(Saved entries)
=== Begin Enclosure ===

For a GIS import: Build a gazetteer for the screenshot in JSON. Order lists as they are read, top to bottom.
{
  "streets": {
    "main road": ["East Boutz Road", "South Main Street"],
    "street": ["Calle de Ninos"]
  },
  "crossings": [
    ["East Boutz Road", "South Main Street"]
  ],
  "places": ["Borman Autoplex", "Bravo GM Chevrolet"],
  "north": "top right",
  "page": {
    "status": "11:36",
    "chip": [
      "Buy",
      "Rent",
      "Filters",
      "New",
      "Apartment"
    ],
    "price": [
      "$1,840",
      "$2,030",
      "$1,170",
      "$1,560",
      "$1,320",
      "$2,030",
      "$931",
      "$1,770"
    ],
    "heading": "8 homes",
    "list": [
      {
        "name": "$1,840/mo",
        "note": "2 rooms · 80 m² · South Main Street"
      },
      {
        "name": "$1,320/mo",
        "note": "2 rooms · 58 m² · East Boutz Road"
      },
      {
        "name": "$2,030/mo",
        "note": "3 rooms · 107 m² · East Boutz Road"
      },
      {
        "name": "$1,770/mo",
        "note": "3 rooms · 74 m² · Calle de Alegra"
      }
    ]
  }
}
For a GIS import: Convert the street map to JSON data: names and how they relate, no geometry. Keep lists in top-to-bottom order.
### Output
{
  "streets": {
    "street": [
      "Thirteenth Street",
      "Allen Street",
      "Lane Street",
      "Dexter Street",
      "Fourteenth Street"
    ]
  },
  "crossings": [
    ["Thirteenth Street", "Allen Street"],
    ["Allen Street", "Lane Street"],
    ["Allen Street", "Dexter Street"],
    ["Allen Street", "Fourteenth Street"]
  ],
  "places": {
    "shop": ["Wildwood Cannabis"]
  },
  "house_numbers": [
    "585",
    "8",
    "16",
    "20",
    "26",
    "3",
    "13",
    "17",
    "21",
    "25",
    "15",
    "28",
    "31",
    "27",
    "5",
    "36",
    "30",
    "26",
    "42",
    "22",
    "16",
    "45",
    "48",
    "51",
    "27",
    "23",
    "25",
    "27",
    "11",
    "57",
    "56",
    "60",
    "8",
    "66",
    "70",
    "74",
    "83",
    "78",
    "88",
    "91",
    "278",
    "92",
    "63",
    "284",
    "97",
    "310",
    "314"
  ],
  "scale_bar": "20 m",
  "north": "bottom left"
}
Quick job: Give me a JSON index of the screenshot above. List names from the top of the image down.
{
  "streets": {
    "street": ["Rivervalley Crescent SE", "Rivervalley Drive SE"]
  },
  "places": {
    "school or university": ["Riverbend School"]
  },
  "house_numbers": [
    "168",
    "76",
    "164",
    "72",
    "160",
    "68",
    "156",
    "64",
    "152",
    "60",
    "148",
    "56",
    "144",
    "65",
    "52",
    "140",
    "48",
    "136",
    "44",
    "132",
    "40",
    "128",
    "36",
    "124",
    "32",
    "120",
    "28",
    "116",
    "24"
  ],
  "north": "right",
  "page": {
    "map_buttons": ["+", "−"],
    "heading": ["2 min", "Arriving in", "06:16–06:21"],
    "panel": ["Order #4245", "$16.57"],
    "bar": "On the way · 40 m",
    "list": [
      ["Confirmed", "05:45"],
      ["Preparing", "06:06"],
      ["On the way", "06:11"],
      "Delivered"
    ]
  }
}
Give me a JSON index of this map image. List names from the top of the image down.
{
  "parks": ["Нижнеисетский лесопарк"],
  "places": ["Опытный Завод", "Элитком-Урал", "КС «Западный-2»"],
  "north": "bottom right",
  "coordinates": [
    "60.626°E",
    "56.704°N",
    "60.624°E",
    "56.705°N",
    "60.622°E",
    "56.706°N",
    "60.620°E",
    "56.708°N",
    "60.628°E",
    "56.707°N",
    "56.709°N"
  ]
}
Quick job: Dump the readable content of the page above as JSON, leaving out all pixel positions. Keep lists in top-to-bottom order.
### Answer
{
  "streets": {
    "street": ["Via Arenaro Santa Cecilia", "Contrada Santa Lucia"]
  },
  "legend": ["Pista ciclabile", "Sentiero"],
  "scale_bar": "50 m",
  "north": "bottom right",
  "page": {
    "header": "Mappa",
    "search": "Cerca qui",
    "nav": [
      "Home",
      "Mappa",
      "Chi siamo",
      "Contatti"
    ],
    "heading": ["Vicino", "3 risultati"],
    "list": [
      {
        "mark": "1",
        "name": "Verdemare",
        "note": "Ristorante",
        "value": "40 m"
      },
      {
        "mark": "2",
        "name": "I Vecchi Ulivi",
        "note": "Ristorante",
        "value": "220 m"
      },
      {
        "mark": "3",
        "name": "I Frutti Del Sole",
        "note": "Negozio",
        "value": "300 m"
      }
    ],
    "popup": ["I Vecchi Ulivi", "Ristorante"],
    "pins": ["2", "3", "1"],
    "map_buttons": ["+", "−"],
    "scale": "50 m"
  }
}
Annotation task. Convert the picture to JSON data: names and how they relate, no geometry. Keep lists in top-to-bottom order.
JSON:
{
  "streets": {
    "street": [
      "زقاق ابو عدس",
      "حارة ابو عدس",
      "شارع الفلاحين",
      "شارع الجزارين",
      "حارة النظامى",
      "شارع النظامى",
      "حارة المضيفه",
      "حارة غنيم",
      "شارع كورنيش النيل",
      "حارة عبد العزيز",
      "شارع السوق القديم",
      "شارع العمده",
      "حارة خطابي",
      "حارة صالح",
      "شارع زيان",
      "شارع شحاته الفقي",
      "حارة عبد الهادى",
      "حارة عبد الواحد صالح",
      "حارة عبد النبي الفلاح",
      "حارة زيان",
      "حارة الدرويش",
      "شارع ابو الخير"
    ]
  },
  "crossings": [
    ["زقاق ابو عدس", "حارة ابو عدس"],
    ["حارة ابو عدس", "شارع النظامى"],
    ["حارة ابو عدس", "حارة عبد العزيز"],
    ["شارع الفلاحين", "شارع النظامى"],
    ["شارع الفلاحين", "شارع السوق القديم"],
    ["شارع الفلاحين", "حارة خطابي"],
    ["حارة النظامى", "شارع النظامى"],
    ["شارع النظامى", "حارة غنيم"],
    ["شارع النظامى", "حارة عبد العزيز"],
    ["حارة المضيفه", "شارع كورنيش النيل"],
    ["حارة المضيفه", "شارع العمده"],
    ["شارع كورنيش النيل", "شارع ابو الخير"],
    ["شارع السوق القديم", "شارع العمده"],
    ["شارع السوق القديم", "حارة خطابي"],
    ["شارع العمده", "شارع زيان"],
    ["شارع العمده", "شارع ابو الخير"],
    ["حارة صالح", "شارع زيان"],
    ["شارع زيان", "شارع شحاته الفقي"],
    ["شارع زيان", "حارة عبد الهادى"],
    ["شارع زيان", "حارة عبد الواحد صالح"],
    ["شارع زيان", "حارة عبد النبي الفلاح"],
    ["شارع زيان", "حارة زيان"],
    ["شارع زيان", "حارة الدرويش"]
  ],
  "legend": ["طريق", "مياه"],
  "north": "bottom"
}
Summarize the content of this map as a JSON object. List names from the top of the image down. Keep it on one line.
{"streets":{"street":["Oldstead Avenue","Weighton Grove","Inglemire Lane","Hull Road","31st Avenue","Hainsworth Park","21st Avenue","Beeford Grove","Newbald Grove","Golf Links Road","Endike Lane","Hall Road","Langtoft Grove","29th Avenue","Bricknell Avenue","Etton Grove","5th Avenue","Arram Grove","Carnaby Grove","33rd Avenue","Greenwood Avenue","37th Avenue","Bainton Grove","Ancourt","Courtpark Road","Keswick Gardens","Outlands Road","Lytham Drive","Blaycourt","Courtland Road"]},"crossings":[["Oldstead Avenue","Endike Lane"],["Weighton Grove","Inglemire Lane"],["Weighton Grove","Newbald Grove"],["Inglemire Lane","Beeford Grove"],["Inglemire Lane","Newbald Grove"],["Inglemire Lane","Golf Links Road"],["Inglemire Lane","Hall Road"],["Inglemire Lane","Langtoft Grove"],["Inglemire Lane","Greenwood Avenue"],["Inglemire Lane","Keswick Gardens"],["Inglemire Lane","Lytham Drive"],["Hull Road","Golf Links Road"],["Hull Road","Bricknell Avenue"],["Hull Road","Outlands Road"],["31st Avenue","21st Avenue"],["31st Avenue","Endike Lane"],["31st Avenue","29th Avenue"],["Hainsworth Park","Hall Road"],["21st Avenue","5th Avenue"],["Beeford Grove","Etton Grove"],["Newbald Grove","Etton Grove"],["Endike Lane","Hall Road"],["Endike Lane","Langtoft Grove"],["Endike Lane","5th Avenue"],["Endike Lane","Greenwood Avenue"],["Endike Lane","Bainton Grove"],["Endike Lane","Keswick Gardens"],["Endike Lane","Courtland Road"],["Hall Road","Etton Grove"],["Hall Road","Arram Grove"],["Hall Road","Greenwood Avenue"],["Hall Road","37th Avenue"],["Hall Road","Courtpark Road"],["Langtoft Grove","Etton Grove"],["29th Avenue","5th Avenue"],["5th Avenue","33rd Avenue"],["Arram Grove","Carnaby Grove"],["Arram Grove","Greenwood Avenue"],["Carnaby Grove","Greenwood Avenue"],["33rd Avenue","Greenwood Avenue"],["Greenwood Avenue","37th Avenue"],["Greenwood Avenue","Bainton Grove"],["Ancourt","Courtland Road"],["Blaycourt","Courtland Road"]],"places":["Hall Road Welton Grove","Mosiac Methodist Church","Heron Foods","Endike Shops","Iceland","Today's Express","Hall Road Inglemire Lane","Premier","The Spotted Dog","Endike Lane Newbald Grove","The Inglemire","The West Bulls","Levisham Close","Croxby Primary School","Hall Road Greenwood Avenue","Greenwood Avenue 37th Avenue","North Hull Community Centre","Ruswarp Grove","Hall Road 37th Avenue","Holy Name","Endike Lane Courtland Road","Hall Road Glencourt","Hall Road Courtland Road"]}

=== End Enclosure ===

■ WHAT IS REQUIRED
Each line from the top of the records down to the one with "For a GIS import: Convert" must be retyped exactly; include both ends and nothing else.

■ REPLY
For a GIS import: Build a gazetteer for the screenshot in JSON. Order lists as they are read, top to bottom.
{
  "streets": {
    "main road": ["East Boutz Road", "South Main Street"],
    "street": ["Calle de Ninos"]
  },
  "crossings": [
    ["East Boutz Road", "South Main Street"]
  ],
  "places": ["Borman Autoplex", "Bravo GM Chevrolet"],
  "north": "top right",
  "page": {
    "status": "11:36",
    "chip": [
      "Buy",
      "Rent",
      "Filters",
      "New",
      "Apartment"
    ],
    "price": [
      "$1,840",
      "$2,030",
      "$1,170",
      "$1,560",
      "$1,320",
      "$2,030",
      "$931",
      "$1,770"
    ],
    "heading": "8 homes",
    "list": [
      {
        "name": "$1,840/mo",
        "note": "2 rooms · 80 m² · South Main Street"
      },
      {
        "name": "$1,320/mo",
        "note": "2 rooms · 58 m² · East Boutz Road"
      },
      {
        "name": "$2,030/mo",
        "note": "3 rooms · 107 m² · East Boutz Road"
      },
      {
        "name": "$1,770/mo",
        "note": "3 rooms · 74 m² · Calle de Alegra"
      }
    ]
  }
}
For a GIS import: Convert the street map to JSON data: names and how they relate, no geometry. Keep lists in top-to-bottom order.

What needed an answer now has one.